An efficient tool in the visualization of internal pore structures is the focused ion beam (FIB) tomography combined with a scanning electron microscope (SEM) . On the basis of this image data, reconstructions of the pore system as 3D models coupled with numerical simulations of the transport processes are possible . The disadvantages are that the provided image sections are rather small and offer only a limited overview. For the GDE examined in this work, a stochastic model based on FIB tomography was developed that represents the structure on a larger scale . The structure serves as a basis for further numerical simulations considering, for example, transport phenomena inside the electrode. However, such large-scale simulations still pose challenges to modern computing systems.
Therefore, in this contribution the physical and electrochemical properties of silver-based GDE are analyzed using established characterization methods  supported by FIB tomography and the generated 3D reconstructions . For a series of electrodes with different composition, the resulting electrochemical performance is determined via half-cell measurements.
2.1 Electrode preparation
Overview about electrode properties
2.2 Physical characterization
The true density of the produced electrodes was obtained with a helium pycnometer (Pycnomatic ATC, Quantachrome), which measures the volume of the displaced helium. As the helium penetrates all open pores, the true density is independent of the porosity. On the other hand, the expected density was calculated based on the electrode weight and the true densities of silver (10.49 g cm−3), PTFE (2.2 g cm−3), and nickel (8.91 g cm−3), and should also be independent of the porosity. Flow-through pores and bubble point pressure were determined using capillary flow porometry (Porometer 3G, Quantachrome). A wetting fluid (Porofil, Quantachrome) was applied to the probe which was adjusted in the device. Afterwards, the fluid was driven out of the pores with a pressure gradient. The resulting nitrogen flow was detected on top of the probe. The bubble point pressure was determined at a nitrogen flow rate of 0.1 L min−1. The flow-through pore distribution was finally determined by comparing the nitrogen flow through the wet and dry probe. Specific surface areas of the electrodes were determined using the BET method (3 Flex, Micromeritics Instrument Corp.) with krypton as a sample gas. This minimized the device error in view of the small overall inner surface area. Mercury porosimetry (Pascal 140 + 440, Thermo Fisher Scientific) measurements were tested as an additional method, but due to amalgam formation, reproducible results could not be obtained. Visualization of the microstructure inside the electrodes was investigated by means of FIB milling combined with SEM. Segments with a size of 2 mm × 4 mm were extracted mechanically from the center of the GDE and fixed on SEM sample holders with carbon pads. For ion cutting, a Zeiss Crossbeam 340 Gallium-FIB/SEM device was used. The coarse cut was done using an acceleration voltage of 30 keV and an ion current of 50 nA. For the final polishing setup, 30 keV and 700 pA were employed. The silver fraction in the GDE microstructure was calculated with the imaging software Fiji .

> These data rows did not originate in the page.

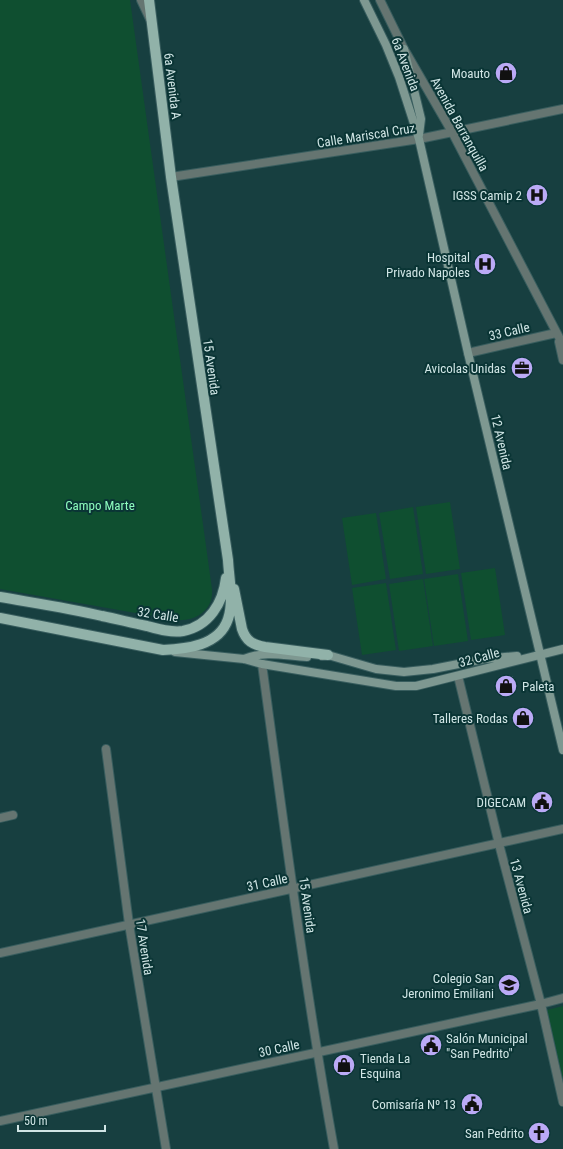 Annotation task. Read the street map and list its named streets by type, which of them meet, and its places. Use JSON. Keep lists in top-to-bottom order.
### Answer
{
  "streets": {
    "main road": [
      "6a Avenida",
      "6a Avenida A",
      "15 Avenida",
      "12 Avenida",
      "32 Calle"
    ],
    "street": [
      "Avenida Barranquilla",
      "Calle Mariscal Cruz",
      "33 Calle",
      "31 Calle",
      "13 Avenida",
      "17 Avenida",
      "30 Calle"
    ]
  },
  "crossings": [
    ["6a Avenida", "Calle Mariscal Cruz"],
    ["6a Avenida", "12 Avenida"],
    ["6a Avenida A", "Calle Mariscal Cruz"],
    ["6a Avenida A", "15 Avenida"],
    ["Avenida Barranquilla", "Calle Mariscal Cruz"],
    ["Avenida Barranquilla", "33 Calle"],
    ["Calle Mariscal Cruz", "15 Avenida"],
    ["Calle Mariscal Cruz", "12 Avenida"],
    ["33 Calle", "12 Avenida"],
    ["15 Avenida", "32 Calle"],
    ["15 Avenida", "31 Calle"],
    ["15 Avenida", "30 Calle"],
    ["12 Avenida", "32 Calle"],
    ["32 Calle", "13 Avenida"],
    ["31 Calle", "13 Avenida"],
    ["31 Calle", "17 Avenida"],
    ["13 Avenida", "30 Calle"],
    ["17 Avenida", "30 Calle"]
  ],
  "parks": ["Campo Marte"],
  "places": {
    "shop": [
      "Moauto",
      "Paleta",
      "Talleres Rodas",
      "Tienda La Esquina"
    ],
    "hospital": ["IGSS Camip 2", "Hospital Privado Napoles"],
    "office": ["Avicolas Unidas"],
    "public building": ["DIGECAM", "Salón Municipal \"San Pedrito\"", "Comisaría Nº 13"],
    "school or university": ["Colegio San Jeronimo Emiliani"],
    "church": ["San Pedrito"]
  },
  "scale_bar": "50 m"
}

2.3 Electrochemical characterization
Electrochemical properties were determined in half-cell measurements (FlexCell HZ-PP01, Gaskatel GmbH) at 80 °C using 30 wt% NaOH as electrolyte prepared from caustic flakes (≥ 99 wt%, Carl Roth) and demineralized water. All reported current densities are related to the geometric cell area of 3.14 cm2. Experiments were performed with a Zennium Pro Potentiostat (Zahner GmbH). The electrodes were characterized following the same routine, including a start-up procedure and cell resistance determination with pseudo-galvanostatic impedance measurements. Finally, an iR compensated linear sweep voltammetry (LSV) measurement starting at open cell potential (OCP) to 200 mV versus reversible hydrogen electrode (RHE) with a scan rate of 0.5 mV s−1 was performed.
The half-cell contained a gas and an electrolyte chamber separated by the GDE. Measurements were performed using a three-electrode configuration with the GDE as working electrode. As the counter electrode, a platinum wire was placed inside the electrolyte chamber with a volume of approximately 30 mL. The potentials were measured in front of the working electrode using a Luggin capillary with a RHE (Hydroflex, Gaskatel GmbH). On the gas side pure oxygen was supplied with a flow rate of 50 mLN min−1 and a small backpressure using a 1 mm water column.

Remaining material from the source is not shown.